— Exercise details —
Return all of the entries, keeping every word and mark as it is.

— Given data —
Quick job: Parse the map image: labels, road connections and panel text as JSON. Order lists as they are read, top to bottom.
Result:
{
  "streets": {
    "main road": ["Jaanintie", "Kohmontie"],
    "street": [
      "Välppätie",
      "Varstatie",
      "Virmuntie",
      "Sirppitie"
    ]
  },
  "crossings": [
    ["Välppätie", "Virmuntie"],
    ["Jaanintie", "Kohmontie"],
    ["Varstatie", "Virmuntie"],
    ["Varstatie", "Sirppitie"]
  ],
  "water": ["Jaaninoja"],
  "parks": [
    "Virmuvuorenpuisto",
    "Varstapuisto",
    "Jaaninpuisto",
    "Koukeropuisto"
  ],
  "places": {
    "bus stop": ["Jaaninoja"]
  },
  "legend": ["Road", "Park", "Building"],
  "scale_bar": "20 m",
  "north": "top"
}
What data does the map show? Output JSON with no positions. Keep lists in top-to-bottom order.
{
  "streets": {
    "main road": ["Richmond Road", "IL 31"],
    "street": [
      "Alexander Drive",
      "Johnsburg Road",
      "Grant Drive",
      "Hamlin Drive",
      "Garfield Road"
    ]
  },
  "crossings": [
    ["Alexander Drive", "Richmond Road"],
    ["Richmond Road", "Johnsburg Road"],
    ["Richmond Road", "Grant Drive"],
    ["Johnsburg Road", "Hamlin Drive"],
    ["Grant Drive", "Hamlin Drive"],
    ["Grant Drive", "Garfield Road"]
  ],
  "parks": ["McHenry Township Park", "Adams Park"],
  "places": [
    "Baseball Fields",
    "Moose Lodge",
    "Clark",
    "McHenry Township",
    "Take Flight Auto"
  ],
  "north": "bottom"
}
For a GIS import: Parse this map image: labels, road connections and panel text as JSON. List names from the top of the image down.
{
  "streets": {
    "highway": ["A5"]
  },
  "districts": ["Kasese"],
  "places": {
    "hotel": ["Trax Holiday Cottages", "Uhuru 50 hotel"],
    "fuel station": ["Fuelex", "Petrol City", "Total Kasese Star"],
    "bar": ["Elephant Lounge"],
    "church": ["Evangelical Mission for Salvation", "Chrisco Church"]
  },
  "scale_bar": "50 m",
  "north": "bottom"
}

— Task result —
Quick job: Parse the map image: labels, road connections and panel text as JSON. Order lists as they are read, top to bottom.
Result:
{
  "streets": {
    "main road": ["Jaanintie", "Kohmontie"],
    "street": [
      "Välppätie",
      "Varstatie",
      "Virmuntie",
      "Sirppitie"
    ]
  },
  "crossings": [
    ["Välppätie", "Virmuntie"],
    ["Jaanintie", "Kohmontie"],
    ["Varstatie", "Virmuntie"],
    ["Varstatie", "Sirppitie"]
  ],
  "water": ["Jaaninoja"],
  "parks": [
    "Virmuvuorenpuisto",
    "Varstapuisto",
    "Jaaninpuisto",
    "Koukeropuisto"
  ],
  "places": {
    "bus stop": ["Jaaninoja"]
  },
  "legend": ["Road", "Park", "Building"],
  "scale_bar": "20 m",
  "north": "top"
}
What data does the map show? Output JSON with no positions. Keep lists in top-to-bottom order.
{
  "streets": {
    "main road": ["Richmond Road", "IL 31"],
    "street": [
      "Alexander Drive",
      "Johnsburg Road",
      "Grant Drive",
      "Hamlin Drive",
      "Garfield Road"
    ]
  },
  "crossings": [
    ["Alexander Drive", "Richmond Road"],
    ["Richmond Road", "Johnsburg Road"],
    ["Richmond Road", "Grant Drive"],
    ["Johnsburg Road", "Hamlin Drive"],
    ["Grant Drive", "Hamlin Drive"],
    ["Grant Drive", "Garfield Road"]
  ],
  "parks": ["McHenry Township Park", "Adams Park"],
  "places": [
    "Baseball Fields",
    "Moose Lodge",
    "Clark",
    "McHenry Township",
    "Take Flight Auto"
  ],
  "north": "bottom"
}
For a GIS import: Parse this map image: labels, road connections and panel text as JSON. List names from the top of the image down.
{
  "streets": {
    "highway": ["A5"]
  },
  "districts": ["Kasese"],
  "places": {
    "hotel": ["Trax Holiday Cottages", "Uhuru 50 hotel"],
    "fuel station": ["Fuelex", "Petrol City", "Total Kasese Star"],
    "bar": ["Elephant Lounge"],
    "church": ["Evangelical Mission for Salvation", "Chrisco Church"]
  },
  "scale_bar": "50 m",
  "north": "bottom"
}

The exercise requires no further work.